Stored data>

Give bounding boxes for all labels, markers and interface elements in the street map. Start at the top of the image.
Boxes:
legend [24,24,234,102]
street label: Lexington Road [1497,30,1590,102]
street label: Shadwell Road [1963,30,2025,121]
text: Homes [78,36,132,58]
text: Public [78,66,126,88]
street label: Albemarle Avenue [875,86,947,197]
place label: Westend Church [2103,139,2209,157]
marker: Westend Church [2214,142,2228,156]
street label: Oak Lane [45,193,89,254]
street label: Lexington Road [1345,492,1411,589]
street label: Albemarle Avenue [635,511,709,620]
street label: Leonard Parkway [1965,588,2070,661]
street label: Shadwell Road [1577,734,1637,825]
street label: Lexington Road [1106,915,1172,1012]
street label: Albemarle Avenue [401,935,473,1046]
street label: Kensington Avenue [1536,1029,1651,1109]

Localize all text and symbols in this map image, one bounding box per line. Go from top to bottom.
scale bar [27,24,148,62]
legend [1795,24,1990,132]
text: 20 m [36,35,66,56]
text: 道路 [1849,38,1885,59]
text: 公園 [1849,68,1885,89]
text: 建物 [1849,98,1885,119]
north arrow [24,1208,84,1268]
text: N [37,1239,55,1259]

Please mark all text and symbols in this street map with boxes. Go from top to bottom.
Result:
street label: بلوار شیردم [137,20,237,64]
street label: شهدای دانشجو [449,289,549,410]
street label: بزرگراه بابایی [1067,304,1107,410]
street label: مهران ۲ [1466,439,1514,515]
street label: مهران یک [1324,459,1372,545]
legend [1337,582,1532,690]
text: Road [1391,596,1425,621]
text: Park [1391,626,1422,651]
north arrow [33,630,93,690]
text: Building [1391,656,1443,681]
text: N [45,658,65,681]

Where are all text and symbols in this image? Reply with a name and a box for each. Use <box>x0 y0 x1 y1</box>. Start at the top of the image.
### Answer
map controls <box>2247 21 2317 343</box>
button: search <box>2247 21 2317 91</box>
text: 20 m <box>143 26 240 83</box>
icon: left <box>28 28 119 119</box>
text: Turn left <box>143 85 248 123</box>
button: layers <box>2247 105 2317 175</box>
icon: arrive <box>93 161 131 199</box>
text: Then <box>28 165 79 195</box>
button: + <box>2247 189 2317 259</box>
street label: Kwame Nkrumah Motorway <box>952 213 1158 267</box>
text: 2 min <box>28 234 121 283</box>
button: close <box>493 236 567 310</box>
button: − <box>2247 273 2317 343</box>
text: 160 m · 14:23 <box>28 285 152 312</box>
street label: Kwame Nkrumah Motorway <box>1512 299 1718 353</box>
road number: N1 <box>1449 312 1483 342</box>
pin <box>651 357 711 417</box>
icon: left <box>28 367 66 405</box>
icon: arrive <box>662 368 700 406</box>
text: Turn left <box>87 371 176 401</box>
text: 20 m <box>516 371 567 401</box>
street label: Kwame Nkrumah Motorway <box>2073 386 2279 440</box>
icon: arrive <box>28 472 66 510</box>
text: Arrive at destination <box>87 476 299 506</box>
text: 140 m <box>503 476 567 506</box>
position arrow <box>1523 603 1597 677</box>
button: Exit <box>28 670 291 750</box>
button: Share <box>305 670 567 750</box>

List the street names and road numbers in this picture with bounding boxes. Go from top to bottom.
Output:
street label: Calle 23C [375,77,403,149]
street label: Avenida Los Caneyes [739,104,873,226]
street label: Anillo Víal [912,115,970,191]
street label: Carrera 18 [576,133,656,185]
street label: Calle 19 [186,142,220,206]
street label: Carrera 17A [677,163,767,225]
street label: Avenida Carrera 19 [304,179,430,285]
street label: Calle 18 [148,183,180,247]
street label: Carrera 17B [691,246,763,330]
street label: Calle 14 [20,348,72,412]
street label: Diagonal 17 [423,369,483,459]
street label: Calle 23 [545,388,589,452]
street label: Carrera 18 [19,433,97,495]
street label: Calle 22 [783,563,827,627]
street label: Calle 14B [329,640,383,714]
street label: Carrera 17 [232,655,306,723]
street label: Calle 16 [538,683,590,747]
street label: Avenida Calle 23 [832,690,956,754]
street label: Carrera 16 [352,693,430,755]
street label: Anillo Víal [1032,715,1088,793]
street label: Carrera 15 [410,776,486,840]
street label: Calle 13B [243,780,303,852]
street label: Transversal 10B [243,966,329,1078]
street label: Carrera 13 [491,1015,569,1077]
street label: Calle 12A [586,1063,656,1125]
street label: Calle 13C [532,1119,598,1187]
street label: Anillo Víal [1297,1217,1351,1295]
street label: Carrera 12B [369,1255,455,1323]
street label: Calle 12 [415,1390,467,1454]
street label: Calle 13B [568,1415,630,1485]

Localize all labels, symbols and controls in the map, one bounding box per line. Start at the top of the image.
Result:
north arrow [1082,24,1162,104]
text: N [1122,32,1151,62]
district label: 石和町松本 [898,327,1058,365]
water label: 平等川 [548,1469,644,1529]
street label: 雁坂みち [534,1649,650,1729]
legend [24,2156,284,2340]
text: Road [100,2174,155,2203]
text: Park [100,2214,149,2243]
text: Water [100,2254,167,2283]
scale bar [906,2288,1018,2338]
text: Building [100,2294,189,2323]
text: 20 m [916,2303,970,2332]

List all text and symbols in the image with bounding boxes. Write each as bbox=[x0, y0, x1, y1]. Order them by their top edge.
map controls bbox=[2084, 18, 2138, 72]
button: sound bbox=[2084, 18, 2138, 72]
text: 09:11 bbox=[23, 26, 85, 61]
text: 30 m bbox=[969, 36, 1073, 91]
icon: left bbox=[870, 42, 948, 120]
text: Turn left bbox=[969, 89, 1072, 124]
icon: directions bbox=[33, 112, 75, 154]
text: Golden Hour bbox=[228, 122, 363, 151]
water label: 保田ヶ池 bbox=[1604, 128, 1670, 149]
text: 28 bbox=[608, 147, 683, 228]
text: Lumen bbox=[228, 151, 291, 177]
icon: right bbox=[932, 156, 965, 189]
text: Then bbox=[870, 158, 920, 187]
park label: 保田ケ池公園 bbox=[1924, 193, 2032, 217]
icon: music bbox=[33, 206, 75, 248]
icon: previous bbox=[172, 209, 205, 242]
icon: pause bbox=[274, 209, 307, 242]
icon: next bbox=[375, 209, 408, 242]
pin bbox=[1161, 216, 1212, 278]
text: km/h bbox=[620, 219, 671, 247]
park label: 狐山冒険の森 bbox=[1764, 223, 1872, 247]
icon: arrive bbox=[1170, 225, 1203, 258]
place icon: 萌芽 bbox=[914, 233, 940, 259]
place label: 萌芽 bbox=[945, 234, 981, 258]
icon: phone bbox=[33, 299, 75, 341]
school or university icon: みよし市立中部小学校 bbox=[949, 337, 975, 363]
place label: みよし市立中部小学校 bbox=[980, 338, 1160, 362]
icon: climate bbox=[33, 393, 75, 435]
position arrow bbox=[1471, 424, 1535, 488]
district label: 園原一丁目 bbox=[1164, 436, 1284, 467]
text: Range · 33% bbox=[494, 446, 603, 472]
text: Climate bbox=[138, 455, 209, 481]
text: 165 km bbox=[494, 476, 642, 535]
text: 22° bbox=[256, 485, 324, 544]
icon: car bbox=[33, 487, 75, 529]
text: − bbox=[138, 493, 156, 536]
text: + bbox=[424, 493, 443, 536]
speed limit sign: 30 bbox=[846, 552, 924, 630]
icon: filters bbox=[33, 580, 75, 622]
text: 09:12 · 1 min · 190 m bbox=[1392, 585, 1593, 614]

Exercise>
Return all of the data word for word.

Written answer>
Give bounding boxes for all labels, markers and interface elements in the street map. Start at the top of the image.
Boxes:
legend [24,24,234,102]
street label: Lexington Road [1497,30,1590,102]
street label: Shadwell Road [1963,30,2025,121]
text: Homes [78,36,132,58]
text: Public [78,66,126,88]
street label: Albemarle Avenue [875,86,947,197]
place label: Westend Church [2103,139,2209,157]
marker: Westend Church [2214,142,2228,156]
street label: Oak Lane [45,193,89,254]
street label: Lexington Road [1345,492,1411,589]
street label: Albemarle Avenue [635,511,709,620]
street label: Leonard Parkway [1965,588,2070,661]
street label: Shadwell Road [1577,734,1637,825]
street label: Lexington Road [1106,915,1172,1012]
street label: Albemarle Avenue [401,935,473,1046]
street label: Kensington Avenue [1536,1029,1651,1109]

Localize all text and symbols in this map image, one bounding box per line. Go from top to bottom.
scale bar [27,24,148,62]
legend [1795,24,1990,132]
text: 20 m [36,35,66,56]
text: 道路 [1849,38,1885,59]
text: 公園 [1849,68,1885,89]
text: 建物 [1849,98,1885,119]
north arrow [24,1208,84,1268]
text: N [37,1239,55,1259]

Please mark all text and symbols in this street map with boxes. Go from top to bottom.
Result:
street label: بلوار شیردم [137,20,237,64]
street label: شهدای دانشجو [449,289,549,410]
street label: بزرگراه بابایی [1067,304,1107,410]
street label: مهران ۲ [1466,439,1514,515]
street label: مهران یک [1324,459,1372,545]
legend [1337,582,1532,690]
text: Road [1391,596,1425,621]
text: Park [1391,626,1422,651]
north arrow [33,630,93,690]
text: Building [1391,656,1443,681]
text: N [45,658,65,681]

Where are all text and symbols in this image? Reply with a name and a box for each. Use <box>x0 y0 x1 y1</box>. Start at the top of the image.
### Answer
map controls <box>2247 21 2317 343</box>
button: search <box>2247 21 2317 91</box>
text: 20 m <box>143 26 240 83</box>
icon: left <box>28 28 119 119</box>
text: Turn left <box>143 85 248 123</box>
button: layers <box>2247 105 2317 175</box>
icon: arrive <box>93 161 131 199</box>
text: Then <box>28 165 79 195</box>
button: + <box>2247 189 2317 259</box>
street label: Kwame Nkrumah Motorway <box>952 213 1158 267</box>
text: 2 min <box>28 234 121 283</box>
button: close <box>493 236 567 310</box>
button: − <box>2247 273 2317 343</box>
text: 160 m · 14:23 <box>28 285 152 312</box>
street label: Kwame Nkrumah Motorway <box>1512 299 1718 353</box>
road number: N1 <box>1449 312 1483 342</box>
pin <box>651 357 711 417</box>
icon: left <box>28 367 66 405</box>
icon: arrive <box>662 368 700 406</box>
text: Turn left <box>87 371 176 401</box>
text: 20 m <box>516 371 567 401</box>
street label: Kwame Nkrumah Motorway <box>2073 386 2279 440</box>
icon: arrive <box>28 472 66 510</box>
text: Arrive at destination <box>87 476 299 506</box>
text: 140 m <box>503 476 567 506</box>
position arrow <box>1523 603 1597 677</box>
button: Exit <box>28 670 291 750</box>
button: Share <box>305 670 567 750</box>

List the street names and road numbers in this picture with bounding boxes. Go from top to bottom.
Output:
street label: Calle 23C [375,77,403,149]
street label: Avenida Los Caneyes [739,104,873,226]
street label: Anillo Víal [912,115,970,191]
street label: Carrera 18 [576,133,656,185]
street label: Calle 19 [186,142,220,206]
street label: Carrera 17A [677,163,767,225]
street label: Avenida Carrera 19 [304,179,430,285]
street label: Calle 18 [148,183,180,247]
street label: Carrera 17B [691,246,763,330]
street label: Calle 14 [20,348,72,412]
street label: Diagonal 17 [423,369,483,459]
street label: Calle 23 [545,388,589,452]
street label: Carrera 18 [19,433,97,495]
street label: Calle 22 [783,563,827,627]
street label: Calle 14B [329,640,383,714]
street label: Carrera 17 [232,655,306,723]
street label: Calle 16 [538,683,590,747]
street label: Avenida Calle 23 [832,690,956,754]
street label: Carrera 16 [352,693,430,755]
street label: Anillo Víal [1032,715,1088,793]
street label: Carrera 15 [410,776,486,840]
street label: Calle 13B [243,780,303,852]
street label: Transversal 10B [243,966,329,1078]
street label: Carrera 13 [491,1015,569,1077]
street label: Calle 12A [586,1063,656,1125]
street label: Calle 13C [532,1119,598,1187]
street label: Anillo Víal [1297,1217,1351,1295]
street label: Carrera 12B [369,1255,455,1323]
street label: Calle 12 [415,1390,467,1454]
street label: Calle 13B [568,1415,630,1485]

Localize all labels, symbols and controls in the map, one bounding box per line. Start at the top of the image.
Result:
north arrow [1082,24,1162,104]
text: N [1122,32,1151,62]
district label: 石和町松本 [898,327,1058,365]
water label: 平等川 [548,1469,644,1529]
street label: 雁坂みち [534,1649,650,1729]
legend [24,2156,284,2340]
text: Road [100,2174,155,2203]
text: Park [100,2214,149,2243]
text: Water [100,2254,167,2283]
scale bar [906,2288,1018,2338]
text: Building [100,2294,189,2323]
text: 20 m [916,2303,970,2332]

List all text and symbols in the image with bounding boxes. Write each as bbox=[x0, y0, x1, y1]. Order them by their top edge.
map controls bbox=[2084, 18, 2138, 72]
button: sound bbox=[2084, 18, 2138, 72]
text: 09:11 bbox=[23, 26, 85, 61]
text: 30 m bbox=[969, 36, 1073, 91]
icon: left bbox=[870, 42, 948, 120]
text: Turn left bbox=[969, 89, 1072, 124]
icon: directions bbox=[33, 112, 75, 154]
text: Golden Hour bbox=[228, 122, 363, 151]
water label: 保田ヶ池 bbox=[1604, 128, 1670, 149]
text: 28 bbox=[608, 147, 683, 228]
text: Lumen bbox=[228, 151, 291, 177]
icon: right bbox=[932, 156, 965, 189]
text: Then bbox=[870, 158, 920, 187]
park label: 保田ケ池公園 bbox=[1924, 193, 2032, 217]
icon: music bbox=[33, 206, 75, 248]
icon: previous bbox=[172, 209, 205, 242]
icon: pause bbox=[274, 209, 307, 242]
icon: next bbox=[375, 209, 408, 242]
pin bbox=[1161, 216, 1212, 278]
text: km/h bbox=[620, 219, 671, 247]
park label: 狐山冒険の森 bbox=[1764, 223, 1872, 247]
icon: arrive bbox=[1170, 225, 1203, 258]
place icon: 萌芽 bbox=[914, 233, 940, 259]
place label: 萌芽 bbox=[945, 234, 981, 258]
icon: phone bbox=[33, 299, 75, 341]
school or university icon: みよし市立中部小学校 bbox=[949, 337, 975, 363]
place label: みよし市立中部小学校 bbox=[980, 338, 1160, 362]
icon: climate bbox=[33, 393, 75, 435]
position arrow bbox=[1471, 424, 1535, 488]
district label: 園原一丁目 bbox=[1164, 436, 1284, 467]
text: Range · 33% bbox=[494, 446, 603, 472]
text: Climate bbox=[138, 455, 209, 481]
text: 165 km bbox=[494, 476, 642, 535]
text: 22° bbox=[256, 485, 324, 544]
icon: car bbox=[33, 487, 75, 529]
text: − bbox=[138, 493, 156, 536]
text: + bbox=[424, 493, 443, 536]
speed limit sign: 30 bbox=[846, 552, 924, 630]
icon: filters bbox=[33, 580, 75, 622]
text: 09:12 · 1 min · 190 m bbox=[1392, 585, 1593, 614]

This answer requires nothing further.